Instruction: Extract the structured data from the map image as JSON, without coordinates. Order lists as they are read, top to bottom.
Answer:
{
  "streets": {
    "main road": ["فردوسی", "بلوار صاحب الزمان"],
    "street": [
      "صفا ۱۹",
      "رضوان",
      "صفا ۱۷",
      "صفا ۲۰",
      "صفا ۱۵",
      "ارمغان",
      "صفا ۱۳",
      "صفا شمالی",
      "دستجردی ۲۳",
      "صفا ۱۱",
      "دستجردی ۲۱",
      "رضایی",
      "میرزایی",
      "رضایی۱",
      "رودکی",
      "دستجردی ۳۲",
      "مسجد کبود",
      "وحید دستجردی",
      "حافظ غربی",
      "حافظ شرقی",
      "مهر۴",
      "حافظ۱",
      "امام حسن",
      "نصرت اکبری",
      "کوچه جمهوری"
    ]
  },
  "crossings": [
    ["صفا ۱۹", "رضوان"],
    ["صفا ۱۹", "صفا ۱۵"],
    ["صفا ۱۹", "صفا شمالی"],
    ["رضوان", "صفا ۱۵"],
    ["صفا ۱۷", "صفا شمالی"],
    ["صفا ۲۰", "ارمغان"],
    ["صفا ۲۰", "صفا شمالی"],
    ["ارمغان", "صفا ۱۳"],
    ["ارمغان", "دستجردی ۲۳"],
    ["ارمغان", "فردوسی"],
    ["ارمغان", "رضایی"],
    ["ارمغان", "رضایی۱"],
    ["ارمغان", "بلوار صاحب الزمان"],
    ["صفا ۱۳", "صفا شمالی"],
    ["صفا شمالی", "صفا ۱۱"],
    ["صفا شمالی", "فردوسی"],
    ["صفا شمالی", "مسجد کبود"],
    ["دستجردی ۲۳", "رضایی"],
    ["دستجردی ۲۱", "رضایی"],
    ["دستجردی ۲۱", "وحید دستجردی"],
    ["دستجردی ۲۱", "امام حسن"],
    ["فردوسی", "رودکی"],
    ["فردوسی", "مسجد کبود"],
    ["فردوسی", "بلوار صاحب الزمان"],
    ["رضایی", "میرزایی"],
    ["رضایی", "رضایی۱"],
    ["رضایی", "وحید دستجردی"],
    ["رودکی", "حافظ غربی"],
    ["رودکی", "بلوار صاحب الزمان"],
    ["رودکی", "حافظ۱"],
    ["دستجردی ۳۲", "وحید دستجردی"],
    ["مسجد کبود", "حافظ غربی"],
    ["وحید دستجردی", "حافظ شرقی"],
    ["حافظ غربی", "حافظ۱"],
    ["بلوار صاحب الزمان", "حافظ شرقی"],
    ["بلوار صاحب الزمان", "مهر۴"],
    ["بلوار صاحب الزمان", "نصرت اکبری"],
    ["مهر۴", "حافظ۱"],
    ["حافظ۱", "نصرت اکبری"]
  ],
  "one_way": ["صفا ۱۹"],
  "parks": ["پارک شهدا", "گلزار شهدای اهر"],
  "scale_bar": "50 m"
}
-=-=-=-=-
WHAT YOU WILL DO:
Could you retype all of the material word for word?

WRITTEN SOLUTION:
Instruction: Extract the structured data from the map image as JSON, without coordinates. Order lists as they are read, top to bottom.
Answer:
{
  "streets": {
    "main road": ["فردوسی", "بلوار صاحب الزمان"],
    "street": [
      "صفا ۱۹",
      "رضوان",
      "صفا ۱۷",
      "صفا ۲۰",
      "صفا ۱۵",
      "ارمغان",
      "صفا ۱۳",
      "صفا شمالی",
      "دستجردی ۲۳",
      "صفا ۱۱",
      "دستجردی ۲۱",
      "رضایی",
      "میرزایی",
      "رضایی۱",
      "رودکی",
      "دستجردی ۳۲",
      "مسجد کبود",
      "وحید دستجردی",
      "حافظ غربی",
      "حافظ شرقی",
      "مهر۴",
      "حافظ۱",
      "امام حسن",
      "نصرت اکبری",
      "کوچه جمهوری"
    ]
  },
  "crossings": [
    ["صفا ۱۹", "رضوان"],
    ["صفا ۱۹", "صفا ۱۵"],
    ["صفا ۱۹", "صفا شمالی"],
    ["رضوان", "صفا ۱۵"],
    ["صفا ۱۷", "صفا شمالی"],
    ["صفا ۲۰", "ارمغان"],
    ["صفا ۲۰", "صفا شمالی"],
    ["ارمغان", "صفا ۱۳"],
    ["ارمغان", "دستجردی ۲۳"],
    ["ارمغان", "فردوسی"],
    ["ارمغان", "رضایی"],
    ["ارمغان", "رضایی۱"],
    ["ارمغان", "بلوار صاحب الزمان"],
    ["صفا ۱۳", "صفا شمالی"],
    ["صفا شمالی", "صفا ۱۱"],
    ["صفا شمالی", "فردوسی"],
    ["صفا شمالی", "مسجد کبود"],
    ["دستجردی ۲۳", "رضایی"],
    ["دستجردی ۲۱", "رضایی"],
    ["دستجردی ۲۱", "وحید دستجردی"],
    ["دستجردی ۲۱", "امام حسن"],
    ["فردوسی", "رودکی"],
    ["فردوسی", "مسجد کبود"],
    ["فردوسی", "بلوار صاحب الزمان"],
    ["رضایی", "میرزایی"],
    ["رضایی", "رضایی۱"],
    ["رضایی", "وحید دستجردی"],
    ["رودکی", "حافظ غربی"],
    ["رودکی", "بلوار صاحب الزمان"],
    ["رودکی", "حافظ۱"],
    ["دستجردی ۳۲", "وحید دستجردی"],
    ["مسجد کبود", "حافظ غربی"],
    ["وحید دستجردی", "حافظ شرقی"],
    ["حافظ غربی", "حافظ۱"],
    ["بلوار صاحب الزمان", "حافظ شرقی"],
    ["بلوار صاحب الزمان", "مهر۴"],
    ["بلوار صاحب الزمان", "نصرت اکبری"],
    ["مهر۴", "حافظ۱"],
    ["حافظ۱", "نصرت اکبری"]
  ],
  "one_way": ["صفا ۱۹"],
  "parks": ["پارک شهدا", "گلزار شهدای اهر"],
  "scale_bar": "50 m"
}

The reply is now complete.